══ DATA ══

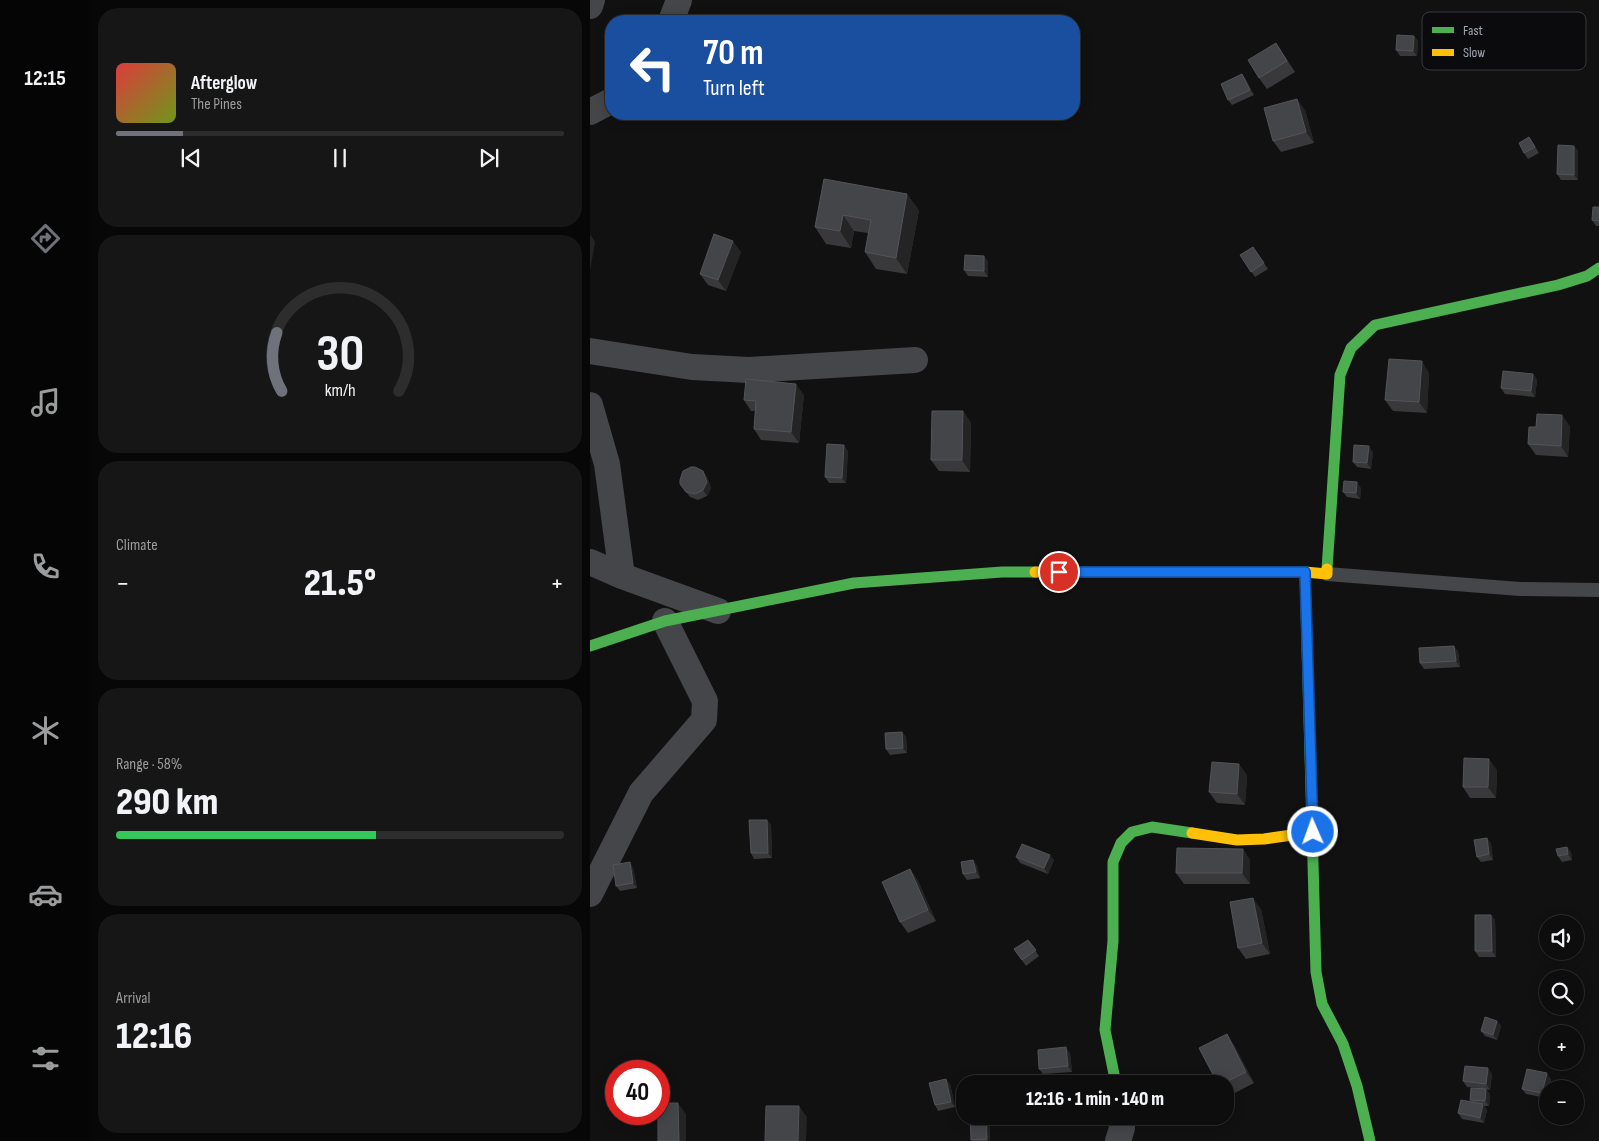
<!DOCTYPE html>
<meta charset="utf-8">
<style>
:root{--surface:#0d0d0d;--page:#161616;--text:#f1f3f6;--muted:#9a9c9d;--line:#2d2d2e;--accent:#6f727a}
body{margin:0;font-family:"Sofia Sans Condensed",sans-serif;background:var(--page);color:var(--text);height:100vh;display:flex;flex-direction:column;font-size:19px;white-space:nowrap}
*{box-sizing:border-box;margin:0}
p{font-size:16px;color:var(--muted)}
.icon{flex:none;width:28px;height:28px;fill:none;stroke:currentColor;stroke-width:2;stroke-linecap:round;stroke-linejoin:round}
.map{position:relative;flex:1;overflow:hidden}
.panel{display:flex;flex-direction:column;gap:8px;padding:8px;background:#070707;width:500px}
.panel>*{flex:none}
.hud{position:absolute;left:15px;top:15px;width:475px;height:105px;border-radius:20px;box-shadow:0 2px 12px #0003,0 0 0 1px var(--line);background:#1a4fa0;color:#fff;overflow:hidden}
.tools{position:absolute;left:949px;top:915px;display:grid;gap:10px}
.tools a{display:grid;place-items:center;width:45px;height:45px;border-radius:50%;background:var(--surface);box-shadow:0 2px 12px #0003,0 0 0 1px var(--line);font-size:25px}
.speed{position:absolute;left:15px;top:1060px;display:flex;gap:10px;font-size:25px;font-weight:700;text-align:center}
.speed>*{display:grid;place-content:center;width:65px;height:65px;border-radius:50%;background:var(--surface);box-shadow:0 2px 12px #0003,0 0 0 1px var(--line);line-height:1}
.speed .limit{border:8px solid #d22;background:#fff;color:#111}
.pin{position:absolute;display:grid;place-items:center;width:42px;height:42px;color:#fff;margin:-21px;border:2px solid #fff;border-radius:50%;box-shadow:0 1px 5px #0007}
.me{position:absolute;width:55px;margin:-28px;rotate:358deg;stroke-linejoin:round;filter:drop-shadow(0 0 4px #0008)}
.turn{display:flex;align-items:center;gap:18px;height:105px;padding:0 15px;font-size:22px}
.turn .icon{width:65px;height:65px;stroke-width:2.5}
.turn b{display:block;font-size:35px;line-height:42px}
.big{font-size:38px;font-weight:800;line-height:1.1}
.panel .tile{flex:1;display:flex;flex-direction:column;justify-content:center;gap:8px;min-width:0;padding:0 18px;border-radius:20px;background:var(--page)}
.panel .dial{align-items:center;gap:0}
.dial svg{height:130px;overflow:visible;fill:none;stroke:var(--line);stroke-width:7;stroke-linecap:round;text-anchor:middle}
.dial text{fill:var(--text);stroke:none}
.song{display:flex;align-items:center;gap:15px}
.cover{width:60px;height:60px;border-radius:8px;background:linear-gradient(135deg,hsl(0 70% 55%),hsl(80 70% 35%))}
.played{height:5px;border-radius:2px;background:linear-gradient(90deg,var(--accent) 15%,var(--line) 15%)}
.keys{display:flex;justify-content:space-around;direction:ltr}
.heat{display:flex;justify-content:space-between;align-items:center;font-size:28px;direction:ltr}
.charge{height:8px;border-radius:4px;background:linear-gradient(90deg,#34c759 58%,var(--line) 0)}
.trip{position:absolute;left:366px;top:1075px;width:278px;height:50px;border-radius:20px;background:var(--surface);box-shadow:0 2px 12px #0003,0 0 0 1px var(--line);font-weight:800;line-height:50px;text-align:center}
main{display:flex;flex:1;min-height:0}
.menu{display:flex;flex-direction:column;width:90px;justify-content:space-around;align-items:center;background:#050505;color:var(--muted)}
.menu .icon{width:35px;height:35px}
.menu .active{color:var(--accent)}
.menu b{font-size:22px;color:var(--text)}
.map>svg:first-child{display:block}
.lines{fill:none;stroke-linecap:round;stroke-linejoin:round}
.lane{stroke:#45464a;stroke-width:14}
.street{stroke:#45464a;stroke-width:26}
.fast{stroke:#4caf50;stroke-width:11}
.slow{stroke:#ffc107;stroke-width:11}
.wall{fill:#39393c}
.shaded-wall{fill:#242425}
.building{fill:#444549;stroke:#535459}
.route-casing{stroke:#114b97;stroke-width:12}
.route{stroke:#1a73e8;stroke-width:9}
.key{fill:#0b0b0d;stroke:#383a3f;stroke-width:1}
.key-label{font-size:14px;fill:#a1a6b3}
</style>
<main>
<nav class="menu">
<b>12:15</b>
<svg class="icon active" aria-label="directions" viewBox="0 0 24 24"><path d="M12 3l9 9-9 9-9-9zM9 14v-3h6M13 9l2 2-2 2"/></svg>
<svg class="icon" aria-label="music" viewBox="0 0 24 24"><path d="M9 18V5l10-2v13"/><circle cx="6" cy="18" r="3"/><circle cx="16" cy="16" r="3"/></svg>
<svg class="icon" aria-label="phone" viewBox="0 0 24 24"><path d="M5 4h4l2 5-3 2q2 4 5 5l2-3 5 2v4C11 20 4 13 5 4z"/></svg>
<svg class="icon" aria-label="climate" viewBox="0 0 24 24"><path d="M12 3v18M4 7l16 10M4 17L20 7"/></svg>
<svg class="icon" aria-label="car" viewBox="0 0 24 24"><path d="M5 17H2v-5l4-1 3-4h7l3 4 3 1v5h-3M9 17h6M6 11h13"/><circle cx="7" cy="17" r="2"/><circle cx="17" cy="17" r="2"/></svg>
<svg class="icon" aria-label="filters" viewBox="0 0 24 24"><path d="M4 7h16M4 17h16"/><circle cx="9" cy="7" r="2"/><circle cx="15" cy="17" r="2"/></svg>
</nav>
<section class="panel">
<div class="tile">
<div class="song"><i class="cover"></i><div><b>Afterglow</b><p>The Pines</p></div></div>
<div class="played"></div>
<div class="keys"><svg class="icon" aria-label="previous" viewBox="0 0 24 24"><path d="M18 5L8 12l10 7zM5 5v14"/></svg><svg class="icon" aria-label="pause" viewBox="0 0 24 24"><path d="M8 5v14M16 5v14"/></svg><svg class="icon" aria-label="next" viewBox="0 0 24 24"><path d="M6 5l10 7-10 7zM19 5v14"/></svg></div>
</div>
<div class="tile dial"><svg viewBox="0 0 100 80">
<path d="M14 69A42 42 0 1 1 86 69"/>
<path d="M14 69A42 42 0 0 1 11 33" stroke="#6f727a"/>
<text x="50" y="56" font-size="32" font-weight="700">30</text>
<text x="50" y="72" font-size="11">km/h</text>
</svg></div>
<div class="tile"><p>Climate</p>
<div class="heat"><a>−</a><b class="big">21.5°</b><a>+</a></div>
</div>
<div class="tile"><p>Range · 58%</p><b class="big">290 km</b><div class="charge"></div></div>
<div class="tile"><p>Arrival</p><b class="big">12:16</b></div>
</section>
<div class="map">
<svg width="1009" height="1141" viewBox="0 0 1009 1141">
<rect width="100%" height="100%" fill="#111"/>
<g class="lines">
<path class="lane" d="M737,574L930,589L1009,590"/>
<path class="street" d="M0,6L2,0
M81,21L89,0
M0,112L21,101
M0,351L102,367L159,370L325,360
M0,405L17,464L32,576
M0,562L32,576L128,611
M0,894L51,793L114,720L115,701L75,621
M528,1141L532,1128L531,1116"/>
<path class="fast" d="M737,569L750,375L761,348L785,325L968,285L997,276L1009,268
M715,572L726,972L732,1004L753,1044L767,1086L780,1141
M0,646L75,621L264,583L412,572H445
M526,1084L515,1030L523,941V862L531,843L542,832L562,827L602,833"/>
<path class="slow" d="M445,572H715L737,574V569
M602,833L647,840L674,839L723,832"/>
</g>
<path class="wall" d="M824,36L828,41L827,56H810L806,50Z
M686,43L705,72L677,89L669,78Z
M652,74L656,80L664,95L642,105L638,100Z
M715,110L724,143L691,152L683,141Z
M943,143L949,153L938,159L934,153Z
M984,146L988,151V180H971L967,174Z
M234,179L329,210L317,274L286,269L275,252L278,233L264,231L261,248L236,244L225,227Z
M1009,207V226H1006L1002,220Z
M663,247L678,269L665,277L650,255Z
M151,252L136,291L118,285L110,274Z
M394,256L398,262V277L378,276L374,270Z
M839,373L837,413L803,411L795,400Z
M943,374L947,380L945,397L915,394L911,388Z
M214,395L209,443L171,440L164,429L165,411H161L154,400Z
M373,411L381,423L380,472L349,471L341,460Z
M980,426L978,457L946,455L938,444Z
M258,451L256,483H239L235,477Z
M783,452L781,469L767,467L763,462Z
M113,471L117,477L121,488L117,496L108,500L100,497L90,484Z
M771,488L770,499L757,497L753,492Z
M868,651L870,667L834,669L830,663Z
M312,732L316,737L317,753L300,755L296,749Z
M907,770L906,798H880L873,787Z
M657,775L655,805L627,803L619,792Z
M177,820L181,825L182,858L164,859L161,853Z
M897,838L901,844L903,860L891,862L887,857Z
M977,847L981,852L982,860L972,862L968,856Z
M653,849L660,860V884H594L586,873Z
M426,857L464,860L458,874L430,863Z
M383,860L387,866L390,878L377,880L373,874Z
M43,868L47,888L30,891L26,886Z
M320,869L328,881L346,921L318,933L310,922Z
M671,909L680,954L656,959L648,948Z
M901,915L905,920L906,957H889L885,951Z
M438,940L449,956L436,966L424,949Z
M907,1021L911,1026L907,1040L895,1036L891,1031Z
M644,1045L664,1083L637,1097L635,1094V1084H628Z
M480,1053L482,1072L453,1074L449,1069Z
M902,1074L900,1090L896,1089L900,1094L899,1106H894L897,1110L894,1123L872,1119L868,1113L882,1102L880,1100L889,1088L877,1087L873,1081Z
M961,1079L956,1098L936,1094L932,1089Z
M360,1084L365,1107L348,1111L345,1105Z
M399,1116L400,1141H382L381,1140Z"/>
<path class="shaded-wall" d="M824,36L828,41L827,56L823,51Z
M652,74L656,80L664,95L660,90Z
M707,99L715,110L724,143L716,132Z
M984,146L988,151V180L984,175Z
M317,194L329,210L317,274L306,258Z
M253,215L264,231L261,248L250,231Z
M0,234L5,242L0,271Z
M143,241L151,252L136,291L128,280Z
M394,256L398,262V277L394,271Z
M832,361L839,373L837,413L829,402Z
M943,374L947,380L945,397L941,391Z
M206,384L214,395L209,443L201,432Z
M373,411L381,423L380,472L372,460Z
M972,415L980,426L978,457L971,446Z
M254,445L258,451L256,483L252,478Z
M779,446L783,452L781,469L777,463Z
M113,471L117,477L121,488L117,496L113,490Z
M767,482L771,488L770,499L766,493Z
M864,646L868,651L870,667L866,661Z
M312,732L316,737L317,753L313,748Z
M899,759L907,770L906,798L898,787Z
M649,764L657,775L655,805L647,794Z
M177,820L181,825L182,858L178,853Z
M897,838L901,844L903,860L899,854Z
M977,847L981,852L982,860L978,854Z
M653,849L660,860V884L652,873Z
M460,855L464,860L458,874L454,868Z
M383,860L387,866L390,878L386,872Z
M40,862L43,868L47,888L43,883Z
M320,869L328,881L346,921L338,910Z
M663,898L671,909L680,954L672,943Z
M901,915L905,920L906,957L902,951Z
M907,1021L911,1026L907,1040L903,1035Z
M637,1034L644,1045L664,1083L656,1072Z
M476,1047L480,1053L482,1072L478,1066Z
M898,1068L902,1074L900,1090L896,1084Z
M957,1073L961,1079L958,1089L956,1098L952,1093Z
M356,1079L360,1084L365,1107L361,1102Z
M896,1089L900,1094L899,1106L895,1101Z
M88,1103L96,1114V1141H89Z
M893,1104L897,1110L894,1123L890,1118Z
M209,1106L217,1117L216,1141H208Z
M396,1116H399L400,1141H398L397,1139Z"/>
<path class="building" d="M807,35L824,36L823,51L806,50Z
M686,43L697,61L669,78L658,60Z
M652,74L660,90L638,100L631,84Z
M707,99L716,132L683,141L674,108Z
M939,137L945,147L934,153L929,143Z
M968,145L984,146V175L967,174Z
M234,179L317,194L306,258L275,252L281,220L253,215L250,231L225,227Z
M1003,207H1009V221L1002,220Z
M124,234L143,241L128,280L110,274Z
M663,247L674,263L661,272L650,255Z
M375,255L394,256V271L374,270Z
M799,359L832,361L829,402L795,400Z
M913,371L943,374L941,391L911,388Z
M156,379L206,384L201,432L164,429L166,401L154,400Z
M342,411H373L372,460H341Z
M947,414L972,415L971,446L938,444L939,427H946Z
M237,444L254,445L252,478L235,477Z
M764,445L779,446L777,463L763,462Z
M101,467H105L113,471L117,482L113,490L105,494L96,492L90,484V480L93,471Z
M754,481L767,482L766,493L753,492Z
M864,646L866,661L830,663L829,648Z
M312,732L313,748L296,749L295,733Z
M874,758L899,759L898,787H873Z
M622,762L649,764L647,794L619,792Z
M159,820H177L178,853H161Z
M897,838L899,854L887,857L884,840Z
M432,844L460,855L454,868L426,857Z
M977,847L978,854L968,856L966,849Z
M587,848L653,849L652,873H586Z
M383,860L386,872L373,874L371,862Z
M40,862L43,883L26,886L23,865Z
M320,869L338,910L310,922L292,882Z
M663,898L672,943L648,948L640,902Z
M885,915H901L902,951H885Z
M438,940L446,950L432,960L424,949Z
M895,1017L907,1021L903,1035L891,1031Z
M637,1034L656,1072L632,1084H628L609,1048Z
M476,1047L478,1066L449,1069L448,1050Z
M875,1066L898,1068L896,1084L873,1081Z
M937,1069L957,1073L952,1093L932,1089Z
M356,1079L361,1102L345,1105L339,1083Z
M881,1088L896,1089L895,1101L880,1100Z
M871,1100L893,1104L890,1118L868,1113Z
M69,1103H88L89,1141H68V1114H69Z
M176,1106H209L208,1141H175Z
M380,1116H396L397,1139L381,1140Z"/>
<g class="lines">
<defs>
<path id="route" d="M469,572H715L723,832"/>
</defs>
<use href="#route" class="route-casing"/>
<use href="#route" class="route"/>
</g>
<rect x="832" y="12" width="164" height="58" rx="8" class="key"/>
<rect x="842" y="27" width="22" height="6" fill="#4caf50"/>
<rect x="842" y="49" width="22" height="7" fill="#ffc107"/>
<g class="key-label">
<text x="873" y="35">Fast</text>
<text x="873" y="57">Slow</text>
</g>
</svg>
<div class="tools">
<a><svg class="icon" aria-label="sound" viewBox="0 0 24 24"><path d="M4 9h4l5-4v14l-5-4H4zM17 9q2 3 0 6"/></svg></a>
<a><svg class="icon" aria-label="search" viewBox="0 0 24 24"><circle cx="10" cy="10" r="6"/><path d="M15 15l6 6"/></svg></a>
<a>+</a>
<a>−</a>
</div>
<div class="speed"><div class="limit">40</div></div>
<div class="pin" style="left:469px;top:572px;background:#d93025"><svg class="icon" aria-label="arrive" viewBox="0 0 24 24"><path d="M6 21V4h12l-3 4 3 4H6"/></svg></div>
<svg class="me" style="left:723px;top:832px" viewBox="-20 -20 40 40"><circle r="17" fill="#1a73e8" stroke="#fff" stroke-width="3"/><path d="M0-11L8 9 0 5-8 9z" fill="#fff"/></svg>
<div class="trip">12:16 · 1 min · 140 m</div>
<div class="hud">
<div class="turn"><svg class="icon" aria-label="left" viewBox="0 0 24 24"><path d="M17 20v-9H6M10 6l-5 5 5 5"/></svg><div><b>70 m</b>Turn left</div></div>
</div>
</div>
</main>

═══

* _TASK OBJECTIVE_:
Pick out, from the lines above, every one that contains the string "solid".

* _ANSWER BELOW_:
.speed .limit{border:8px solid #d22;background:#fff;color:#111}
.pin{position:absolute;display:grid;place-items:center;width:42px;height:42px;color:#fff;margin:-21px;border:2px solid #fff;border-radius:50%;box-shadow:0 1px 5px #0007}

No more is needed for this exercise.